A data de 17 de dezembro de 2017 marca alguns festejos do San Lorenzo. O clube celebra os 45 anos da ocasião em que se tornou o primeiro time a vencer os dois campeonatos de uma mesma temporada na Argentina – na época, o Metropolitano e o Nacional, saga contada neste Especial. Além de festejar essa campanha, que teve direito ao retorno do ídolo quarentão José Sanfilippo, que estava no Bahia, para o ataque, os cuervos também comemoram o aniversário do torcedor mais ilustre, o Papa Francisco. Mas vale o registro de outro aniversariante da história azulgrana, por sinal também ex-jogador do Bahia: Carlos Adolfo Buttice, o primeiro argentino do Corinthians.

Se o Corinthians proclama-se “o clube mais brasileiro” em seu hino, havia um quê de verdade até 1974. O time já havia contado com jogadores forasteiros, incluindo italianos (alguns dos quais depois fundariam o Palmeiras), portugueses, libaneses, húngaros e até espanhóis (um deles, José Ufarte esteve pela Espanha na Copa de 1966), além do uruguaio Armando Graham Bell, mas todos crescidos no Brasil. Dos anos 30 aos 40, quando as grandes potências preocupavam-se em ter argentinos e uruguaios no elenco, no chamado Platinismo, o Timão contou no máximo com o charrua Armando Graham Bell, revelado no Internacional.

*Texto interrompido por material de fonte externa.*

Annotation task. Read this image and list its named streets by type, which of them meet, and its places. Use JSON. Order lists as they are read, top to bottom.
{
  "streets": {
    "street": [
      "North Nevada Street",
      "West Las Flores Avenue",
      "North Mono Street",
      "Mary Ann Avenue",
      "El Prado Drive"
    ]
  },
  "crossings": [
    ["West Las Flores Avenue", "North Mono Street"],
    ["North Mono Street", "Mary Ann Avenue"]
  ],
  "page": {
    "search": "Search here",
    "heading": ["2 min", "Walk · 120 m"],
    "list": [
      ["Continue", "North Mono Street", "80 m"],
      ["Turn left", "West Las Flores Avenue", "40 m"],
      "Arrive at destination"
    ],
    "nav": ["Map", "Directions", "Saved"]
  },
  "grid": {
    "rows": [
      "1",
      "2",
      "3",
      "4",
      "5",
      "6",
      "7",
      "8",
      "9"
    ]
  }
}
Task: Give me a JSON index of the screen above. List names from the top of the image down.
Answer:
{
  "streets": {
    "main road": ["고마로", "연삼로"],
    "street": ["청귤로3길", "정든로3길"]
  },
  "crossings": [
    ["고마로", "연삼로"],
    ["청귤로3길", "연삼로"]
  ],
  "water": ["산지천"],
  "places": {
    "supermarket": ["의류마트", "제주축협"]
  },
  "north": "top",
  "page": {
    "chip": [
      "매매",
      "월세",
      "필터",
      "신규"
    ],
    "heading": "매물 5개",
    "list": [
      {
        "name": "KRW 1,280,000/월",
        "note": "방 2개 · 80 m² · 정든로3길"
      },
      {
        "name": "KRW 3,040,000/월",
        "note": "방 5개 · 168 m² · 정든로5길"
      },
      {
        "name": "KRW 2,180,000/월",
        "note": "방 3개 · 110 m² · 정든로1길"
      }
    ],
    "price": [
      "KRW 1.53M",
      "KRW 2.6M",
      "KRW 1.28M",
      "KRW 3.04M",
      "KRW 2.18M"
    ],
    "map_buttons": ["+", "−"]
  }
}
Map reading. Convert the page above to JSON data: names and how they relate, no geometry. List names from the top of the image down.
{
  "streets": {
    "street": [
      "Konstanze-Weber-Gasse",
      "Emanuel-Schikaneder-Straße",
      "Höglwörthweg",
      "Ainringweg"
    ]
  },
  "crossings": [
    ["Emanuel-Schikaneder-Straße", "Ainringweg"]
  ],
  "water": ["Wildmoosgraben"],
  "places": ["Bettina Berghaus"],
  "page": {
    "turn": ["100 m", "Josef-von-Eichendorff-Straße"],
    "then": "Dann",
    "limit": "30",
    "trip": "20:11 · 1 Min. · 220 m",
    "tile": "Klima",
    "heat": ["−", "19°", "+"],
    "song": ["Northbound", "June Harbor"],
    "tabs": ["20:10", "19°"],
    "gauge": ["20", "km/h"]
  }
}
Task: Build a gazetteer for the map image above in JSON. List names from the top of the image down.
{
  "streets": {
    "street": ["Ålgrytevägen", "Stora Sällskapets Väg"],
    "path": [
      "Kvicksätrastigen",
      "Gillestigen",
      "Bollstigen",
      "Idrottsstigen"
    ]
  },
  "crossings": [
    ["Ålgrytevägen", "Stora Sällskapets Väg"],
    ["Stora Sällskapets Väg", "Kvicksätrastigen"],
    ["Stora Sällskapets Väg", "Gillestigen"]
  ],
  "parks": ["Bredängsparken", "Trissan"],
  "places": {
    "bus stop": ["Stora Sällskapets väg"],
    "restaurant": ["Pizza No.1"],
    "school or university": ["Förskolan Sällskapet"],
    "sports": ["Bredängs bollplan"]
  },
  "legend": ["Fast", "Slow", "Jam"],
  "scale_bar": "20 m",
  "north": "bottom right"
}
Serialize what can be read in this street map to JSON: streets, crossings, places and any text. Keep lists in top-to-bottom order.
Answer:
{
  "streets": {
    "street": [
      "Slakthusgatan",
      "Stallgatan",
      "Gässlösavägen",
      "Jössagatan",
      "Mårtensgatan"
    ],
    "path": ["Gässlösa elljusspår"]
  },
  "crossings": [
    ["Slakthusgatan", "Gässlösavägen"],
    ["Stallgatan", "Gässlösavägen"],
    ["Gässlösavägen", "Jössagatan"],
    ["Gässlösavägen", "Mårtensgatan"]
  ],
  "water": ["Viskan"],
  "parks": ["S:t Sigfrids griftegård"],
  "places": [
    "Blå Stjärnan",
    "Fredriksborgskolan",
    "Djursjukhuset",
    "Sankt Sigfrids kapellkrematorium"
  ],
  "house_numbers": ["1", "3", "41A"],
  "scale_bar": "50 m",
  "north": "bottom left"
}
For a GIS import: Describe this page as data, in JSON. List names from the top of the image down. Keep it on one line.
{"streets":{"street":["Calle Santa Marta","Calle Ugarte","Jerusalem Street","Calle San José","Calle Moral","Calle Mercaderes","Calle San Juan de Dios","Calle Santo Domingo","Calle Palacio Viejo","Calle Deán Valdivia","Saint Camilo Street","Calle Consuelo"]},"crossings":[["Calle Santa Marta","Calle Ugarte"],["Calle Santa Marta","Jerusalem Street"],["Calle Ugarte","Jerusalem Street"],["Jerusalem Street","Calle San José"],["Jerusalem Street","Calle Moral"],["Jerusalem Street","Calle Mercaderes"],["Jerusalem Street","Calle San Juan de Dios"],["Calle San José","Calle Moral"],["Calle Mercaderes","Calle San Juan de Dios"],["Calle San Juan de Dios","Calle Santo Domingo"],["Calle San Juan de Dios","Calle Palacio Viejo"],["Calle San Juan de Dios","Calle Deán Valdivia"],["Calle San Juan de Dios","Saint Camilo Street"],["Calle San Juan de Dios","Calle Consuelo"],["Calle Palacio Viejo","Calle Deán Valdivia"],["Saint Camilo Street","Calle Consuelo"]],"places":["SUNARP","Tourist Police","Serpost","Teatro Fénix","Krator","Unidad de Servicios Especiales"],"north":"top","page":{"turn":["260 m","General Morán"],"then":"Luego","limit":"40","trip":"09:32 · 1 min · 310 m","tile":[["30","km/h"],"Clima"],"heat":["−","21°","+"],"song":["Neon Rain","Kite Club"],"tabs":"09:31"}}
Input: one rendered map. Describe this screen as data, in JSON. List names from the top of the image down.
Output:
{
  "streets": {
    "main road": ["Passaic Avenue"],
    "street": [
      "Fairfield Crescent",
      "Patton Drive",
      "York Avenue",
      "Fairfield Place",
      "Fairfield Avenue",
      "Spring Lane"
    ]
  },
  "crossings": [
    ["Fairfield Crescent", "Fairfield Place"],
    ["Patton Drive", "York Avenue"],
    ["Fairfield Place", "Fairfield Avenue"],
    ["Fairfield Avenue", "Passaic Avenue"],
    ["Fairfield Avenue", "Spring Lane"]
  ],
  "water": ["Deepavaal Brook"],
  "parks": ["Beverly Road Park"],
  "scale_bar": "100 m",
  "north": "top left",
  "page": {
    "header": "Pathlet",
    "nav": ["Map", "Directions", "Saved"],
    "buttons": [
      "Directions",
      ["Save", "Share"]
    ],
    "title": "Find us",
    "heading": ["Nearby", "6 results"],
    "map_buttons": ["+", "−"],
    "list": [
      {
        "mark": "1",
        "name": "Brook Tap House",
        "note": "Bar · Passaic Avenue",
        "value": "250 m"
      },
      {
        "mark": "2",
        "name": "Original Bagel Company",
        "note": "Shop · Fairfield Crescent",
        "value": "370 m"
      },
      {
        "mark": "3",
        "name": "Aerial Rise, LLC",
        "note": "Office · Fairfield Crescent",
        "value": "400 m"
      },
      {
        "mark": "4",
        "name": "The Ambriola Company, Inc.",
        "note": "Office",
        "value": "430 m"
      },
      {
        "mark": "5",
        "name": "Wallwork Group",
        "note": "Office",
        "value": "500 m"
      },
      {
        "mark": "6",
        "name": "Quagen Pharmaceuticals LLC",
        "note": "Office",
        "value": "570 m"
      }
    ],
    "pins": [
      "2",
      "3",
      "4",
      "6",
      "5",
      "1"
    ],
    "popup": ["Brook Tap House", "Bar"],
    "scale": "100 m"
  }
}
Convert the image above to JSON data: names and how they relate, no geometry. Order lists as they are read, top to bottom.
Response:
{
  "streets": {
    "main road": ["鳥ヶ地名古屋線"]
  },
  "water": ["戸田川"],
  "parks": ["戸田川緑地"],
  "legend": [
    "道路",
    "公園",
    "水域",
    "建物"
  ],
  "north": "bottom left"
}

Assim, Buttice teria sido o primeiro jogador 100% estrangeiro do Corinthians (“jogador”, pois o clube já havia contado com os treinadores Tilger, Jim Lopes e Filpo Núñez), ainda que já jogasse no Brasil quando foi contratado em 1974, dez anos após o início da trajetória desse goleiro. Ela começou na segunda divisão de 1964 pelo Los Andes, o time de Lomas de Zamora que é o rival original do Banfield. Pelas Milrayitas (“Mil Listrinhas”, alusão à camisa), não passou de um sétimo lugar na chave sul do campeonato – a uma posição e a dois pontos do último classificado à segunda fase. O que não impediu que no ano seguinte rumasse a um time de porte bem maior, o Huracán, sob empréstimo.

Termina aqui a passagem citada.